═══ Task material ═══

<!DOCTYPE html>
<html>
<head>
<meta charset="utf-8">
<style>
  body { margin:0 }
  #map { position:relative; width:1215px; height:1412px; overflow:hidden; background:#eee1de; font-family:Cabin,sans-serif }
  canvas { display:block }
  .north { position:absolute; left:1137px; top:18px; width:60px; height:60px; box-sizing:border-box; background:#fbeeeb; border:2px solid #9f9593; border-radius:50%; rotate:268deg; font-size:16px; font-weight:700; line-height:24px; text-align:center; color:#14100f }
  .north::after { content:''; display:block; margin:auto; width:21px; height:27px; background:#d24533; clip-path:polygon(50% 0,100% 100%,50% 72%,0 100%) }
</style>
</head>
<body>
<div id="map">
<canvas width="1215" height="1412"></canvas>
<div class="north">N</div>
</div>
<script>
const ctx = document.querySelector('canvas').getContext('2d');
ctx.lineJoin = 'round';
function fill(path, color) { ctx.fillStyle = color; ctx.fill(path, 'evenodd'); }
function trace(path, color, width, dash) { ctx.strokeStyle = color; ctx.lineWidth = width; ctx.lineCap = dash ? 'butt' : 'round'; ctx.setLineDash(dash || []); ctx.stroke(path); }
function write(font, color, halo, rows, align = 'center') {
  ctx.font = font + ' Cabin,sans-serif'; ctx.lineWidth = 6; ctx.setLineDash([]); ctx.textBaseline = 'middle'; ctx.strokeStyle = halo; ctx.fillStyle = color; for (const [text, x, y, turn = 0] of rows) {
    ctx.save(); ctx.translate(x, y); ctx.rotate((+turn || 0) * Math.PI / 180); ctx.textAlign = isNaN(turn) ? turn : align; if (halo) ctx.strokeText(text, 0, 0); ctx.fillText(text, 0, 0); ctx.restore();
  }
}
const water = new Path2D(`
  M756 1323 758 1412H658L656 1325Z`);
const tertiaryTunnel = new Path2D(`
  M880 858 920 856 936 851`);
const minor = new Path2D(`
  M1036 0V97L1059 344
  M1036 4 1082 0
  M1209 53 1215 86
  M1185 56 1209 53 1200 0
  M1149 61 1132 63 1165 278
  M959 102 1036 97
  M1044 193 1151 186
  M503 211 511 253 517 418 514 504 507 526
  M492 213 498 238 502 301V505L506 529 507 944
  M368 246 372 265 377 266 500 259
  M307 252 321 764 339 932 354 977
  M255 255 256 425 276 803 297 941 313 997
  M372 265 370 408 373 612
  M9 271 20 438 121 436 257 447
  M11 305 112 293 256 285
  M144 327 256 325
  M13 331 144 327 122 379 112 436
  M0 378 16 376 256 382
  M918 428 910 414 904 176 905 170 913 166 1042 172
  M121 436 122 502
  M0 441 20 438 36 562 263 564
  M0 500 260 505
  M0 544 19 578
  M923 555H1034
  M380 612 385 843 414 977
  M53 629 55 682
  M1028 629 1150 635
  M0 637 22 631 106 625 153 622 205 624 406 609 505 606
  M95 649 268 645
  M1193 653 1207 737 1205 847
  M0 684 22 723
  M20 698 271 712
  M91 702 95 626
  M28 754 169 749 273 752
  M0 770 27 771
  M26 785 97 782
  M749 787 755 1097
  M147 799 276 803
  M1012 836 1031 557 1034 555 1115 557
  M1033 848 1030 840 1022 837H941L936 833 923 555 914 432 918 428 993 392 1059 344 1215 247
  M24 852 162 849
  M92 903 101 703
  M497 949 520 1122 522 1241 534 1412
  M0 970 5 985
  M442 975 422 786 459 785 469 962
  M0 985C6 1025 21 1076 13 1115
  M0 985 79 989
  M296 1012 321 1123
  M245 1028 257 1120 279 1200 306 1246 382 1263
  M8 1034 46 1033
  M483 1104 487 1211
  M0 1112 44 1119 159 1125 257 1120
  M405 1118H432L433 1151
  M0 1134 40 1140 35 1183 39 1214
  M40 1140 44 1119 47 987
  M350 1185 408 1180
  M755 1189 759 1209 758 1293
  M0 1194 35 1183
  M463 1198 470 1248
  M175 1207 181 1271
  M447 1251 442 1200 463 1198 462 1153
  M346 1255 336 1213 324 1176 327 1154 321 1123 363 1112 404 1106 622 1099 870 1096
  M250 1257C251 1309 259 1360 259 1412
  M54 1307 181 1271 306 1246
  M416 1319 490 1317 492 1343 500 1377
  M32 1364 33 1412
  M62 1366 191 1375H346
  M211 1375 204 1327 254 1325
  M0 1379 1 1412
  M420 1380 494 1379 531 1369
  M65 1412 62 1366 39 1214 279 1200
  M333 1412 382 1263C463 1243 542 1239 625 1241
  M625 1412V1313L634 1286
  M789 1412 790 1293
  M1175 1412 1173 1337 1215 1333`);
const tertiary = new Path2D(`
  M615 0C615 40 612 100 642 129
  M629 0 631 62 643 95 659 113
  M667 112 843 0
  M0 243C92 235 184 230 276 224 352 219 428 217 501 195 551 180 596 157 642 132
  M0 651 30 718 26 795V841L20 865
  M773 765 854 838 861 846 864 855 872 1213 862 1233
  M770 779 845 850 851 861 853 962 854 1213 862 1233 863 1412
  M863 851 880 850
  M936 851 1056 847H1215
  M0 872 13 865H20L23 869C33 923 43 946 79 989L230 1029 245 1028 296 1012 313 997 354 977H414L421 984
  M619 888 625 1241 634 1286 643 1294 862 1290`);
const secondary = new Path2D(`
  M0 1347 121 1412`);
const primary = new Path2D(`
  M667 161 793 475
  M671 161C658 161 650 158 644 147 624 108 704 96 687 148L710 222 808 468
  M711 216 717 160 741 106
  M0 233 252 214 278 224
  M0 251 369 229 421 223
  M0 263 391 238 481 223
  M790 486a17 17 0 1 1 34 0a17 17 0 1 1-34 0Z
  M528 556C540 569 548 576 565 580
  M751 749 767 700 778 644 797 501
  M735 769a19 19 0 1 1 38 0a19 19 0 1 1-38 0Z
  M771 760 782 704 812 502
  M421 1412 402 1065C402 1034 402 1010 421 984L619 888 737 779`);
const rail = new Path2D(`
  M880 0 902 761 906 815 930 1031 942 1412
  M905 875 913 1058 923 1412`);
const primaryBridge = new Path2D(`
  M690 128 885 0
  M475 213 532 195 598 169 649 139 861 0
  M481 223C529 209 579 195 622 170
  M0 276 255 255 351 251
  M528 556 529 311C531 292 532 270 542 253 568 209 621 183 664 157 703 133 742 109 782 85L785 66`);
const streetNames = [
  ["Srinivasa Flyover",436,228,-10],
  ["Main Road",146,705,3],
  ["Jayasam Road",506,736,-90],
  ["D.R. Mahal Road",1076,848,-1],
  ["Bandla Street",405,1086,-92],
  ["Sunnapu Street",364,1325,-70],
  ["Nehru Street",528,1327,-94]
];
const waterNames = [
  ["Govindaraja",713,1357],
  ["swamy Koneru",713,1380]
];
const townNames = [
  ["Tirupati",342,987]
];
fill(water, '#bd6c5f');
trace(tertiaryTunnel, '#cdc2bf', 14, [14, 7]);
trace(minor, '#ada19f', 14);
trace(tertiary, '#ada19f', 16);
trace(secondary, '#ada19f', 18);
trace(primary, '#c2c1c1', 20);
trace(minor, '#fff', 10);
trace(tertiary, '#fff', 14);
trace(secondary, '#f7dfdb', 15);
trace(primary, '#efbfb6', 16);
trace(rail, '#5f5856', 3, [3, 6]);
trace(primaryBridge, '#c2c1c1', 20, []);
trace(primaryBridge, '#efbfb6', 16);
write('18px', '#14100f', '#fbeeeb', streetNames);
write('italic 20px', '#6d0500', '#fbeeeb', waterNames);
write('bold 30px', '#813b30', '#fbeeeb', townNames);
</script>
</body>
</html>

═══
═══ Task material ═══

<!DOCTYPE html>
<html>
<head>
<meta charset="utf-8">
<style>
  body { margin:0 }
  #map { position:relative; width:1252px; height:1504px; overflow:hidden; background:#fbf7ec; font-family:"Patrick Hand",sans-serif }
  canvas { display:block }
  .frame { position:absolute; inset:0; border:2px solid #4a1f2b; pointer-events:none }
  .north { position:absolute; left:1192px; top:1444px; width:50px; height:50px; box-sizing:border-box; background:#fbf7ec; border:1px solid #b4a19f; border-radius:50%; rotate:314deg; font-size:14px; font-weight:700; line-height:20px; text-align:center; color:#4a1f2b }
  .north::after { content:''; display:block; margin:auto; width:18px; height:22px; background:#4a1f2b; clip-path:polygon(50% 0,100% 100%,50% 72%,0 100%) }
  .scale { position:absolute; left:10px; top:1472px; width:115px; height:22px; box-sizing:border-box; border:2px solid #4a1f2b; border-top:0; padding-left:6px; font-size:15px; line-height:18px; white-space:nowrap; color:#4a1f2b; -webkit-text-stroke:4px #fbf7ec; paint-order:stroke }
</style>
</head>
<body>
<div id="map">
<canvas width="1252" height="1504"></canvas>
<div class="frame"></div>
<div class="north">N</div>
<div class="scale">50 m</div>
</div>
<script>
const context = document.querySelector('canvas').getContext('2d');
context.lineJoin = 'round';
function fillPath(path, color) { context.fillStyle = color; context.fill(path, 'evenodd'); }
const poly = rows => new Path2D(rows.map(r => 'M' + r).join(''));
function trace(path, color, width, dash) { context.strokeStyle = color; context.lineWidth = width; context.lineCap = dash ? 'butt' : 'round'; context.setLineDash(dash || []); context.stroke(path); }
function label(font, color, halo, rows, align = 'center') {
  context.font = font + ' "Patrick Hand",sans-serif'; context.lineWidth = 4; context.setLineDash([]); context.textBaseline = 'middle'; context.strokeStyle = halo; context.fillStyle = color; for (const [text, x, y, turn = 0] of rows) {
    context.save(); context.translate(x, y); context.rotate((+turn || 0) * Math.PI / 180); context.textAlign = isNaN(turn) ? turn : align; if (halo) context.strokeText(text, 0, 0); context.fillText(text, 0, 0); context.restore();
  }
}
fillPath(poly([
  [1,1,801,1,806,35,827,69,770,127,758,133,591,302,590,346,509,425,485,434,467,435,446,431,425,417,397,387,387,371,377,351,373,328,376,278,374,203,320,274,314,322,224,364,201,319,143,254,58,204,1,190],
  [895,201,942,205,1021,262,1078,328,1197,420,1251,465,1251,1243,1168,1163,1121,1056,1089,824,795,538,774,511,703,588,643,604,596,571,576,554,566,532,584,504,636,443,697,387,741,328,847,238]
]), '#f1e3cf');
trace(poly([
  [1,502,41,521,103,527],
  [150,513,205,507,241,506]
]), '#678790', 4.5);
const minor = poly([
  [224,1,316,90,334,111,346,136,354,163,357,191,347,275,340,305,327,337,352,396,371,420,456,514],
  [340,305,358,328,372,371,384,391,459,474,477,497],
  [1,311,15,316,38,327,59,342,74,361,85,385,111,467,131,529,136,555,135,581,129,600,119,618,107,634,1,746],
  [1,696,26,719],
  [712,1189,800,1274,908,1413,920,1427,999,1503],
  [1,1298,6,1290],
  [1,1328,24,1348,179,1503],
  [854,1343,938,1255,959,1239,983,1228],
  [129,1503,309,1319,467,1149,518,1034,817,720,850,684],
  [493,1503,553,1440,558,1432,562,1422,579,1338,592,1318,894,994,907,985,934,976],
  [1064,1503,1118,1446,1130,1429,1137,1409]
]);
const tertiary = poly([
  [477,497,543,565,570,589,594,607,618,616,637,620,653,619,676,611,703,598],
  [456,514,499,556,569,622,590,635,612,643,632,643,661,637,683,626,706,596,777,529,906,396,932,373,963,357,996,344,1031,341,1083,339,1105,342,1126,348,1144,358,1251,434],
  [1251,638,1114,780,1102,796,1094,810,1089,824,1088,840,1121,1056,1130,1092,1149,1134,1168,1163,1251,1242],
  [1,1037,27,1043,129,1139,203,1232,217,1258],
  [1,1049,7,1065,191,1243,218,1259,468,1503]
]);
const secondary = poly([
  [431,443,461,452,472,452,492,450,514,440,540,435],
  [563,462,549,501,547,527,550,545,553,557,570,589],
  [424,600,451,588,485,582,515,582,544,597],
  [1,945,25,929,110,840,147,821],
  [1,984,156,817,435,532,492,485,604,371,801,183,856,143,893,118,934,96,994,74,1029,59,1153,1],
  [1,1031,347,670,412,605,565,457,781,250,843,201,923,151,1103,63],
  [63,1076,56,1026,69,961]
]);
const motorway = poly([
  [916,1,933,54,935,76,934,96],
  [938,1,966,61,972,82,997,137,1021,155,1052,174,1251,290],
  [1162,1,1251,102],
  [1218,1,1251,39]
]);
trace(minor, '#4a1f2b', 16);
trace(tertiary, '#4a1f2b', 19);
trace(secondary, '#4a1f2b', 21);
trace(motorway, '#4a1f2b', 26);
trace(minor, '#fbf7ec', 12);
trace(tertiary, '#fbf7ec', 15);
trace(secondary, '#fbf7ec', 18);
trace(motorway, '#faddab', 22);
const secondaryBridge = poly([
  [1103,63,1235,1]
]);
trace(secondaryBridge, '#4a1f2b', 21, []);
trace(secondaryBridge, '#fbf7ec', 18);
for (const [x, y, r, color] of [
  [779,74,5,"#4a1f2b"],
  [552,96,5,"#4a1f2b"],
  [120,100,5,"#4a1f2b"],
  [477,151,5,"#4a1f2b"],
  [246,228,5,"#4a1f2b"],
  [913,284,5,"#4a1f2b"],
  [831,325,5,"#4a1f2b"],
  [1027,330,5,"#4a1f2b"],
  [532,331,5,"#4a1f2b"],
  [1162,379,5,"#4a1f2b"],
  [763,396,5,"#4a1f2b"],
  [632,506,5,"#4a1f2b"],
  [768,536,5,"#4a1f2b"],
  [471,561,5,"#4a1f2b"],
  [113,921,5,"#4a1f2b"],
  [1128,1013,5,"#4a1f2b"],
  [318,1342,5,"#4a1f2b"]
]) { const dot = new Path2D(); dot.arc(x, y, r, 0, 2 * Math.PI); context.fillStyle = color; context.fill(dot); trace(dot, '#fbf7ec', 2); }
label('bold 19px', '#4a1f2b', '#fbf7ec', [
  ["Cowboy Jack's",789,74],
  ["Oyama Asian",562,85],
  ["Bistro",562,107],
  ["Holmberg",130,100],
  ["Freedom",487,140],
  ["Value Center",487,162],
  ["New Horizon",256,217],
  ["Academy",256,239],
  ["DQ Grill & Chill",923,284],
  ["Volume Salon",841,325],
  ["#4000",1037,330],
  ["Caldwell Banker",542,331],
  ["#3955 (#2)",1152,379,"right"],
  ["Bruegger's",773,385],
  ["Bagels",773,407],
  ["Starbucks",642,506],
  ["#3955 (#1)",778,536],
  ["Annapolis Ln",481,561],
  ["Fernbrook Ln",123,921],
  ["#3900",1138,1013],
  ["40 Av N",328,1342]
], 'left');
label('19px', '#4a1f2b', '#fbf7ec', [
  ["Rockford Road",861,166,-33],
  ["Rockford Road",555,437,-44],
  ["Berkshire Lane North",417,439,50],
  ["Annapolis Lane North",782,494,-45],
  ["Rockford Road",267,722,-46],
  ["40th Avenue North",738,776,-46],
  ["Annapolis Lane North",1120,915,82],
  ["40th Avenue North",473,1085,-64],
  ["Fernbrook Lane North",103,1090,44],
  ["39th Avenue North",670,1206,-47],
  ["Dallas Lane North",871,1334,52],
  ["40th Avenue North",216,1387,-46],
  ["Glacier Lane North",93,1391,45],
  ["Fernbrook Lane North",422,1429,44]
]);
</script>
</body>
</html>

═══

Your goal = Working from the entries above, find every line in which the word "canvas" occurs and copy it.

Problem solution =
  canvas { display:block }
<canvas width="1215" height="1412"></canvas>
const ctx = document.querySelector('canvas').getContext('2d');
  canvas { display:block }
<canvas width="1252" height="1504"></canvas>
const context = document.querySelector('canvas').getContext('2d');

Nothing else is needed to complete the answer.